▸ **WORK TO BE COMPLETED**:
Exactly the lines from the start of the entries through the line with "const ctx = document.querySelector('canvas').getContext('2d');" are required in the output, with no pictures among them.

[Stored items]
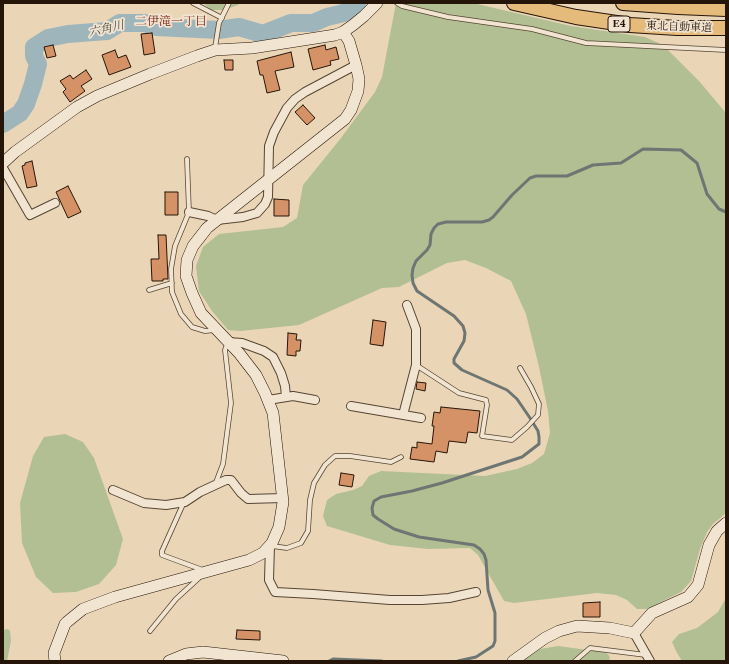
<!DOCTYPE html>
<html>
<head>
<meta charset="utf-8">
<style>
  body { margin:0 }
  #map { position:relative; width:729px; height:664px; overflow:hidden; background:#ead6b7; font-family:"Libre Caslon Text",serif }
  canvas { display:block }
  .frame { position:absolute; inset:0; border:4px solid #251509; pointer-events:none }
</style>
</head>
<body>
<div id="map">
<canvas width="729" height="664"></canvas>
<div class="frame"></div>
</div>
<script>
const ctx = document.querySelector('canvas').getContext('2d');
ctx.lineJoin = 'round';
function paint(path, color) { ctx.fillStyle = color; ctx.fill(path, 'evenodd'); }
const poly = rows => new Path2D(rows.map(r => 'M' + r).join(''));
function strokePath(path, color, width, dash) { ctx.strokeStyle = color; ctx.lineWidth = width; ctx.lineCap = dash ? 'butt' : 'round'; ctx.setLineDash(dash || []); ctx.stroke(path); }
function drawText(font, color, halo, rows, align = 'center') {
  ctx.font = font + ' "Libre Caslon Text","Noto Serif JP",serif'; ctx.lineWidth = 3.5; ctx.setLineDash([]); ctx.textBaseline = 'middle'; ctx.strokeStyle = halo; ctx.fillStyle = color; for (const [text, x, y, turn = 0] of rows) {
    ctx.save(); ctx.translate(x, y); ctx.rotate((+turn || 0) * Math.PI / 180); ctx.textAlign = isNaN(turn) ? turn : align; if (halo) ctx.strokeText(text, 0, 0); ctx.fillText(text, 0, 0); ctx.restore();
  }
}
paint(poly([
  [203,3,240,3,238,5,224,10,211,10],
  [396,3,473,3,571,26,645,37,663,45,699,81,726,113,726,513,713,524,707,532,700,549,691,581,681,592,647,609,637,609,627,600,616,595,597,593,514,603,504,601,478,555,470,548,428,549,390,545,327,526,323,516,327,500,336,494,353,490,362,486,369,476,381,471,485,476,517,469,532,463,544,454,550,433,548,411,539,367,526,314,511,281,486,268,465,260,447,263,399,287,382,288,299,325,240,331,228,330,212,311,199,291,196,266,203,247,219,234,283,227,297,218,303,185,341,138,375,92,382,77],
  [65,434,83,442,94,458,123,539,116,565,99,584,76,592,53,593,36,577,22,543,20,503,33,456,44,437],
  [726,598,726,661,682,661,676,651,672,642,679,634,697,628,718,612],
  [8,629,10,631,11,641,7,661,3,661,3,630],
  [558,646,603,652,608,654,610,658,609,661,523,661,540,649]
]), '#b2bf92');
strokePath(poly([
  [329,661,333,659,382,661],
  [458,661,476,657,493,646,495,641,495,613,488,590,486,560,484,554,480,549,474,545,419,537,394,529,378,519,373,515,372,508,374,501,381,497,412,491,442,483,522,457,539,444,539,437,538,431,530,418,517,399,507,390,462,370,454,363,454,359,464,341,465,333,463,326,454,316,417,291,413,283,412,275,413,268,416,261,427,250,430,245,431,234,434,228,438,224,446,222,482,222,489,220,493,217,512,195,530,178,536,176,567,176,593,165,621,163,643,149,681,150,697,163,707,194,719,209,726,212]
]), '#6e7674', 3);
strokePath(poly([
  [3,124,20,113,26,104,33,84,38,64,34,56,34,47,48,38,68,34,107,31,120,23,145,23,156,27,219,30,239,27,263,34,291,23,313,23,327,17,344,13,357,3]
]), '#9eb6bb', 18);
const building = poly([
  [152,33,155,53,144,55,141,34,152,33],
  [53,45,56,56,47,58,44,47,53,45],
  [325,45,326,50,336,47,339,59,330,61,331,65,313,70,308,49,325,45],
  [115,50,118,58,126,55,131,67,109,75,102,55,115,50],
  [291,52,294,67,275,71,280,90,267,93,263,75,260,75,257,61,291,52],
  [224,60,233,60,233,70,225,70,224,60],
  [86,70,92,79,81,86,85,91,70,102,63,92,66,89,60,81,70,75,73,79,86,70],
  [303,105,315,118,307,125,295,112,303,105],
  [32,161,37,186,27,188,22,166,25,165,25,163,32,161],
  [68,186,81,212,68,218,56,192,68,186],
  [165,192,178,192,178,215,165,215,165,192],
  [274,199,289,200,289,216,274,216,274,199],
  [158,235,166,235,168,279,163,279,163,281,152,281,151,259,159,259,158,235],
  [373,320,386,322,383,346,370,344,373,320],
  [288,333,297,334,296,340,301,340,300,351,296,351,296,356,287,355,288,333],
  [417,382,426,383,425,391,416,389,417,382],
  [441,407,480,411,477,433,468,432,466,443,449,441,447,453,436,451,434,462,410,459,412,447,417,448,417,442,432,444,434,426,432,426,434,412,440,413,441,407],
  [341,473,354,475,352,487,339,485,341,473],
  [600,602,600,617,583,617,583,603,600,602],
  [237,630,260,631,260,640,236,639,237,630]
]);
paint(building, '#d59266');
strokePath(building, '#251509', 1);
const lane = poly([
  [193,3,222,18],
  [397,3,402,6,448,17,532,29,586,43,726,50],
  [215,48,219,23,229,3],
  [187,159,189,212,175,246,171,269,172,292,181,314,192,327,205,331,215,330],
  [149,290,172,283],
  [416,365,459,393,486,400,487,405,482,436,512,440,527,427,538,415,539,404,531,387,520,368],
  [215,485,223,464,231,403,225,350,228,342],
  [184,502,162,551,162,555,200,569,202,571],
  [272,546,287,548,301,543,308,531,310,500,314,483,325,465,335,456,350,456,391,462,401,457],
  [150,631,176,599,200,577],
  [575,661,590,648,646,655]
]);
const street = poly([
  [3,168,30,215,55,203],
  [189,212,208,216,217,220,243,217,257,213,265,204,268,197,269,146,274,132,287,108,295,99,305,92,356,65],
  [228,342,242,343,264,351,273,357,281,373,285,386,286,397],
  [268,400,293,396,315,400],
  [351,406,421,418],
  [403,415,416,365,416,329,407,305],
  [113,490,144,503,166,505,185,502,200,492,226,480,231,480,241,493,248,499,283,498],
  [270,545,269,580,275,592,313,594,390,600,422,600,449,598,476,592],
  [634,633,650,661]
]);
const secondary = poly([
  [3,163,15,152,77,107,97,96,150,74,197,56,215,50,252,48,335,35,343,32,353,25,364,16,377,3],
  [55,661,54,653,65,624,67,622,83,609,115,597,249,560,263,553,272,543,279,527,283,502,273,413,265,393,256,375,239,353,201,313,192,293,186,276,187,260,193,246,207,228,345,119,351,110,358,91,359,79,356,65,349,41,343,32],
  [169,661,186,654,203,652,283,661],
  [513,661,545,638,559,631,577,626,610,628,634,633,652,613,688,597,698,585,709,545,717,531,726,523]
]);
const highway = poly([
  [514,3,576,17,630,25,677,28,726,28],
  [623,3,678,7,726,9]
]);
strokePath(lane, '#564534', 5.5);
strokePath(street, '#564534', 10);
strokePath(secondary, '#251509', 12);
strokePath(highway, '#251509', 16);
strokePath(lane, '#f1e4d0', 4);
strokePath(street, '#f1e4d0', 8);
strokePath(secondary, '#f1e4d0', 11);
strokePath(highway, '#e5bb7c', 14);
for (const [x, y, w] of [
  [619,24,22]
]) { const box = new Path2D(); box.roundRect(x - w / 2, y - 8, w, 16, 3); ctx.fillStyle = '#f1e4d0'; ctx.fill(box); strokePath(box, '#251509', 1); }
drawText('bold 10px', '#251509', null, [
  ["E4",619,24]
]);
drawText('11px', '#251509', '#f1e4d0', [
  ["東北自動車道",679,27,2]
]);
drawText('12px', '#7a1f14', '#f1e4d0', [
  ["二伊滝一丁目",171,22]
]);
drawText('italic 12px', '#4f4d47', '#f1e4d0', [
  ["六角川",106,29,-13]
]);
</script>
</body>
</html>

▸ **ANSWER BOX**:
<!DOCTYPE html>
<html>
<head>
<meta charset="utf-8">
<style>
  body { margin:0 }
  #map { position:relative; width:729px; height:664px; overflow:hidden; background:#ead6b7; font-family:"Libre Caslon Text",serif }
  canvas { display:block }
  .frame { position:absolute; inset:0; border:4px solid #251509; pointer-events:none }
</style>
</head>
<body>
<div id="map">
<canvas width="729" height="664"></canvas>
<div class="frame"></div>
</div>
<script>
const ctx = document.querySelector('canvas').getContext('2d');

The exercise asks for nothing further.